> TASK:
Each line of the listing where the string "strokeStyle" appears is to be identified and copied.
..........
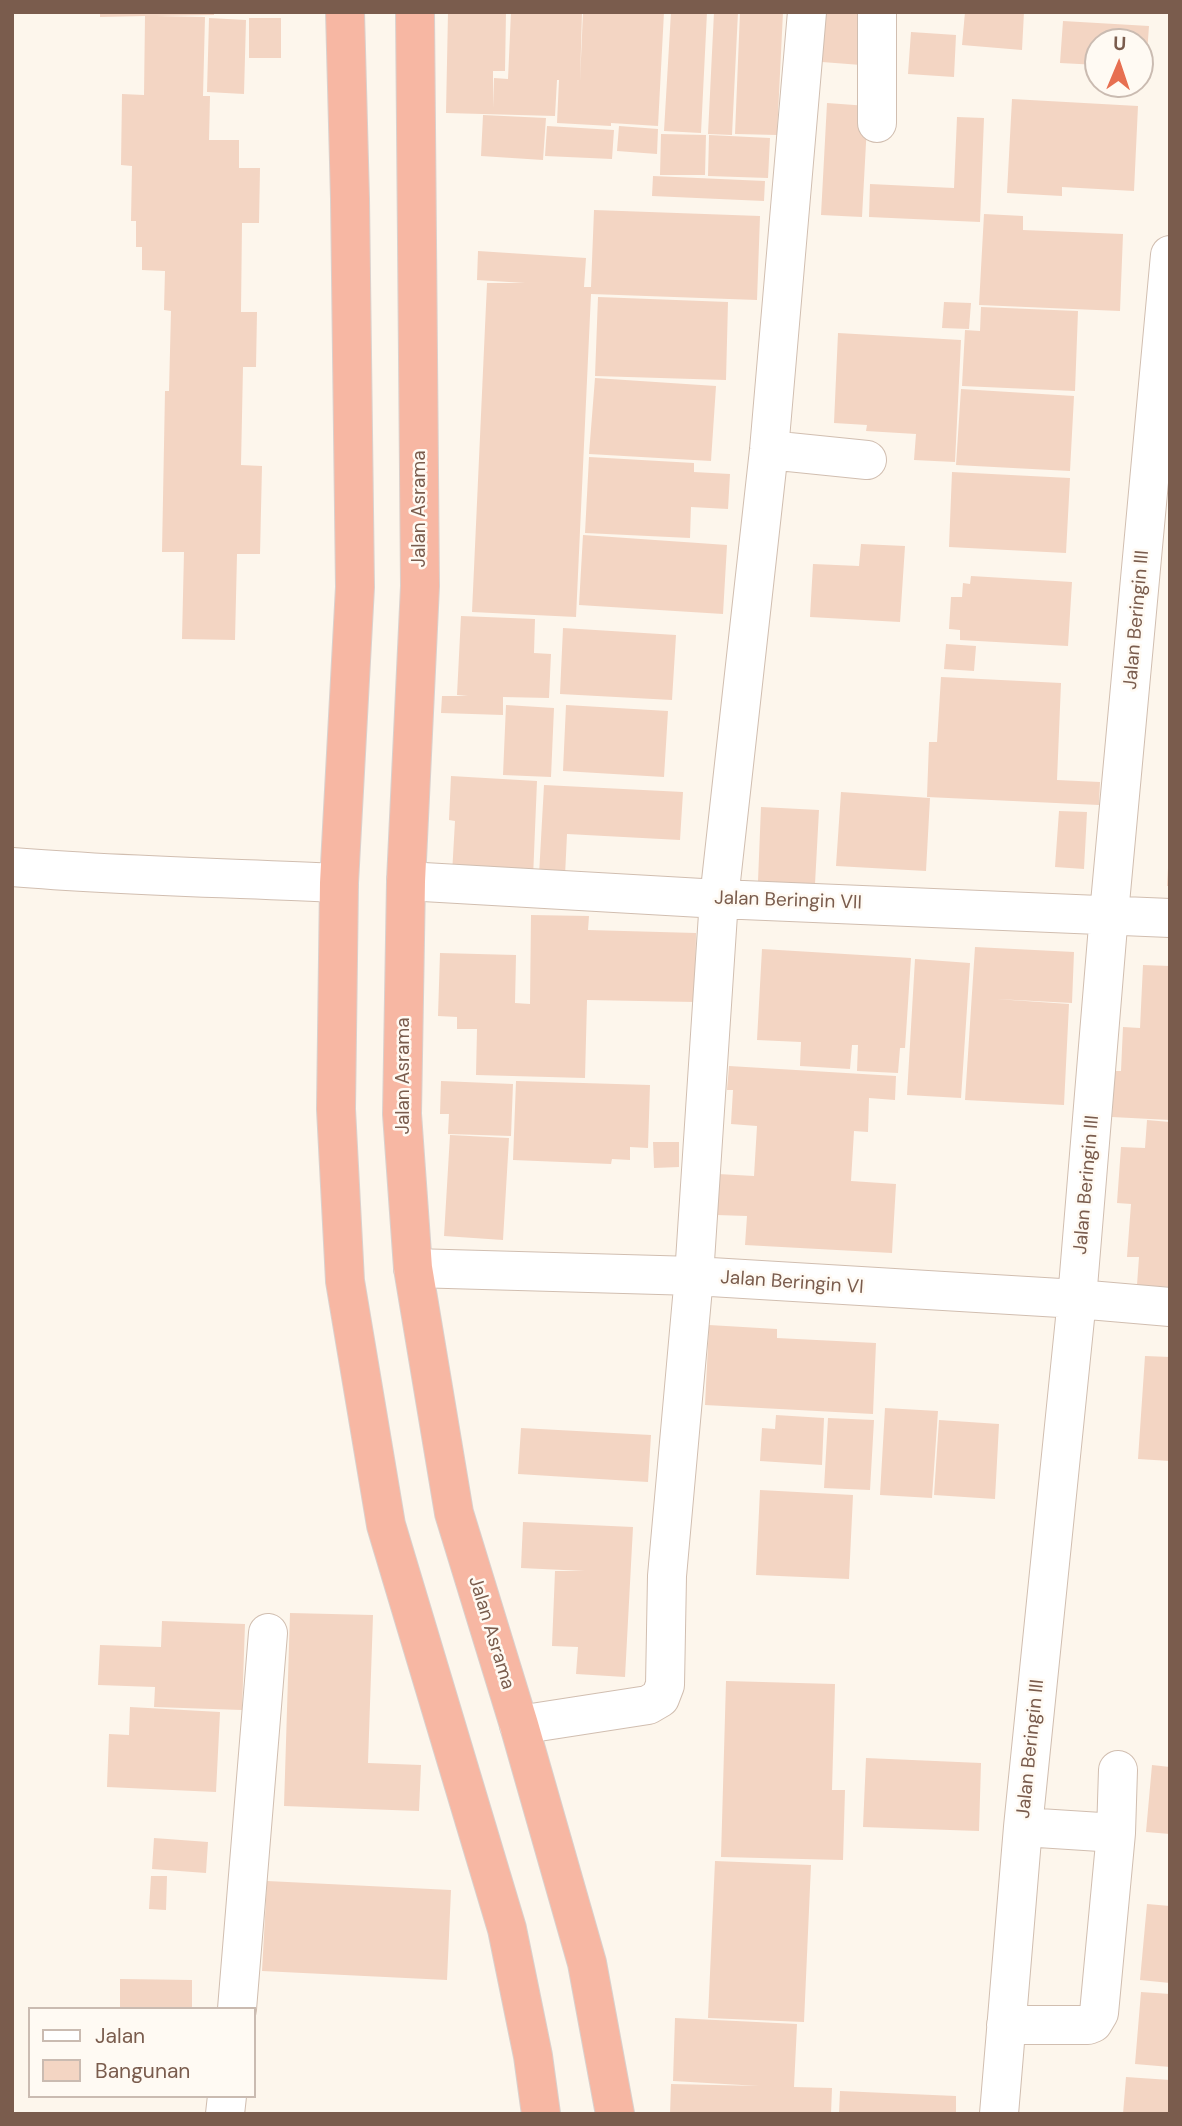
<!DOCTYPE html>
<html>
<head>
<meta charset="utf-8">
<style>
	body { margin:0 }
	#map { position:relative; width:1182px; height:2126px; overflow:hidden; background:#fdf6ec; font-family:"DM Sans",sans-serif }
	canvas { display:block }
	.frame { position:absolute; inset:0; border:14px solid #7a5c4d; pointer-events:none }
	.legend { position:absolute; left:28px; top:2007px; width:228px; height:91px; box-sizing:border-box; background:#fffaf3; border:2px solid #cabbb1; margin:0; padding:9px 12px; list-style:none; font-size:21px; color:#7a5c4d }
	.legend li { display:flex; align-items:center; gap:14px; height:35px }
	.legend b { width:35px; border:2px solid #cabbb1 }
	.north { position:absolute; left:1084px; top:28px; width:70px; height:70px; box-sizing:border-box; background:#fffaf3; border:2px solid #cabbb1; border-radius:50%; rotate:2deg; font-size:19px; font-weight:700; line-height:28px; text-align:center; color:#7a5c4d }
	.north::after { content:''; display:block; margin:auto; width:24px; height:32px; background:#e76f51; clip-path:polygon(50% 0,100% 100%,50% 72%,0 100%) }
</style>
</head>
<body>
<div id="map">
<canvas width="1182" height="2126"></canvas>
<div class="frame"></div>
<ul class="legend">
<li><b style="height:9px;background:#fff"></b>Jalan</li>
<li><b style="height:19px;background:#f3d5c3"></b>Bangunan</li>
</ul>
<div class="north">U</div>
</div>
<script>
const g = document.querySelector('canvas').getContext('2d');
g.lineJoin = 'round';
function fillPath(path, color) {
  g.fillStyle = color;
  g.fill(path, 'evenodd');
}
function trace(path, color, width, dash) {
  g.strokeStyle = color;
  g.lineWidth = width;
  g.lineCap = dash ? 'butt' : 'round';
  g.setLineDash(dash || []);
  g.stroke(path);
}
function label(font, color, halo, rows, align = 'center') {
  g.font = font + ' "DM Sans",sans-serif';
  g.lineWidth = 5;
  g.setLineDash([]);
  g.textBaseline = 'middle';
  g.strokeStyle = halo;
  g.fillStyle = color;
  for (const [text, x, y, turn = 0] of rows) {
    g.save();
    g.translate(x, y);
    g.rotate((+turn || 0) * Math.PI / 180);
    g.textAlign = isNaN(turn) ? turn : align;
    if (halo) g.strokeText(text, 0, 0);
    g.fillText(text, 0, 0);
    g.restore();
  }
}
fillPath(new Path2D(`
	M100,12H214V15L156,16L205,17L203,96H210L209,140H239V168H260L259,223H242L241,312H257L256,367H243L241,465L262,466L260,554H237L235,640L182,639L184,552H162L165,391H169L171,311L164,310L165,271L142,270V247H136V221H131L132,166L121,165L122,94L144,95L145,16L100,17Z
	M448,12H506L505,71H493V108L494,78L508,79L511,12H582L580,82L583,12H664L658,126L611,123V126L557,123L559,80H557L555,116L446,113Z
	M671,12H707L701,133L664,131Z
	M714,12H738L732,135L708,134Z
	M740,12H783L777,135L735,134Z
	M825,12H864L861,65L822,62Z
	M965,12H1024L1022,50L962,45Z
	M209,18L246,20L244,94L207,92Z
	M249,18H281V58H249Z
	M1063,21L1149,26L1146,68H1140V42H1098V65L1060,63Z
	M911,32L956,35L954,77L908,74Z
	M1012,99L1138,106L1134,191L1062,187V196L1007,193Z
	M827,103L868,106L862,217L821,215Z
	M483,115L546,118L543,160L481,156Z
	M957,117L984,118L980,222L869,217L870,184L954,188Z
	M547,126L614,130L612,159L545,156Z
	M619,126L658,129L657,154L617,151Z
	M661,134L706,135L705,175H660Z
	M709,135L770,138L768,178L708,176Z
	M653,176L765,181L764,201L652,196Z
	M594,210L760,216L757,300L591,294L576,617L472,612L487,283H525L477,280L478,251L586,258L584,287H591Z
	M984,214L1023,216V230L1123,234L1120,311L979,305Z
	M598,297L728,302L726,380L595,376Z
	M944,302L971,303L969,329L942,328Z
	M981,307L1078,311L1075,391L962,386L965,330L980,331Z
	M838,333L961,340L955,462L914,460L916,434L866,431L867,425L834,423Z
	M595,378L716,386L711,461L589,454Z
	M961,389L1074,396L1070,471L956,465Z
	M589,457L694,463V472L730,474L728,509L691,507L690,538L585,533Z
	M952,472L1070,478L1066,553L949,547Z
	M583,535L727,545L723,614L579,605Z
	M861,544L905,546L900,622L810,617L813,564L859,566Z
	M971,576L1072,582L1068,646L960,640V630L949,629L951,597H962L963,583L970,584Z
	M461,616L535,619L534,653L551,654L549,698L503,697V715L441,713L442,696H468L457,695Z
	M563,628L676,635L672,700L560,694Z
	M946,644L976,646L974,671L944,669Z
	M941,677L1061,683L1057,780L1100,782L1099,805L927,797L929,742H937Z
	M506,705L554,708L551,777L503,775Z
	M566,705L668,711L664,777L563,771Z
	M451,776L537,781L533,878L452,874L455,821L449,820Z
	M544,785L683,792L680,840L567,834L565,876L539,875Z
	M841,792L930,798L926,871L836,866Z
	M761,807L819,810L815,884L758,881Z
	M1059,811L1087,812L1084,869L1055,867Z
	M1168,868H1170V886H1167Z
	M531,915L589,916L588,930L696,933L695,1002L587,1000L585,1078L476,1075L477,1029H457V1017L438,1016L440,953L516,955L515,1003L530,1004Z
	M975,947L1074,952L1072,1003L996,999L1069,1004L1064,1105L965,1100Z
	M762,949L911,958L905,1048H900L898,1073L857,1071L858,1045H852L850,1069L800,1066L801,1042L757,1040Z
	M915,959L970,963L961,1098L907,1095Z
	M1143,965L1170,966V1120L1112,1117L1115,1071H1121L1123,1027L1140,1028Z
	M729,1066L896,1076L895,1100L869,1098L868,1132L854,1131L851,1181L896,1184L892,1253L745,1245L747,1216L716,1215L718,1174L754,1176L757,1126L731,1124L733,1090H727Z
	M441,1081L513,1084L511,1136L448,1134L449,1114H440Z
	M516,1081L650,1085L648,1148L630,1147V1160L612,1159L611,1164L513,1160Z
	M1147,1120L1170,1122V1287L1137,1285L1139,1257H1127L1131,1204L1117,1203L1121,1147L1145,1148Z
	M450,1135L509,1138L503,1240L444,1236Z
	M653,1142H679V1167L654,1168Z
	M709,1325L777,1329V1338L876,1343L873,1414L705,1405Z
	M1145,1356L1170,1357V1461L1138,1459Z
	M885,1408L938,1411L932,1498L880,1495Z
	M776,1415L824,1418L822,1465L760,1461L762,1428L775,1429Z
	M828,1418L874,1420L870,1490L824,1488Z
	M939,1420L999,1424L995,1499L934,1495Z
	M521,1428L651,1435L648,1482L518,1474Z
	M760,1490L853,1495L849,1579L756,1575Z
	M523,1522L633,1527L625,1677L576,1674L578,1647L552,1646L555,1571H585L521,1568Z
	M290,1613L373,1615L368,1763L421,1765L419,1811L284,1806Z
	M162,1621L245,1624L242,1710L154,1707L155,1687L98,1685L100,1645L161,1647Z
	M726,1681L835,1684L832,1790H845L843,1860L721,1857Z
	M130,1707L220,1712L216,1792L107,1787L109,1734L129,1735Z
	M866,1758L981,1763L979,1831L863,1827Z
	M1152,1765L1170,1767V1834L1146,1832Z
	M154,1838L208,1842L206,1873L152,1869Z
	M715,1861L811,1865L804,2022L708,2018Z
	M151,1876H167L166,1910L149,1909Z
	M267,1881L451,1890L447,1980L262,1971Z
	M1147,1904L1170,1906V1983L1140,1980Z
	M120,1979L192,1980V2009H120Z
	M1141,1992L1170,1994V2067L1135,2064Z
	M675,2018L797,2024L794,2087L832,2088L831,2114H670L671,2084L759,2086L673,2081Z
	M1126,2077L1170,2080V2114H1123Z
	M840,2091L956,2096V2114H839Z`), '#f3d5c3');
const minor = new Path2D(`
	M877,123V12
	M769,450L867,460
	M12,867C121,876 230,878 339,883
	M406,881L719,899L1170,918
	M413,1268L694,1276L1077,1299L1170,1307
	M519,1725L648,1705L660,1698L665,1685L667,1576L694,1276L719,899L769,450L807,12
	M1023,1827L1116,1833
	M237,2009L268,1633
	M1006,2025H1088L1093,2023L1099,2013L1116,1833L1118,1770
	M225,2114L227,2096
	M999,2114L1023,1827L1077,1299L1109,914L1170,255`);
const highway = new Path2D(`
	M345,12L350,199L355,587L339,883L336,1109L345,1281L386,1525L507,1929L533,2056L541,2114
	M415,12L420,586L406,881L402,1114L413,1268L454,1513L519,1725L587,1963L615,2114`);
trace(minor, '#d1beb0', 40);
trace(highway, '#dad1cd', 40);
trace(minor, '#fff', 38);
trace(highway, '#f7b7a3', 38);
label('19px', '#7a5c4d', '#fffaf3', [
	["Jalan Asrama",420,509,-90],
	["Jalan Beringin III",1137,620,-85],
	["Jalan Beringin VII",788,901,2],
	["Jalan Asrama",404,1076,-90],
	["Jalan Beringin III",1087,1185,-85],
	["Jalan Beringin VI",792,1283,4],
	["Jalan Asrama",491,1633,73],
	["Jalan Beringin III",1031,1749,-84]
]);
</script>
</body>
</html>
..........
> EXERCISE OUTPUT:
  g.strokeStyle = color;
  g.strokeStyle = halo;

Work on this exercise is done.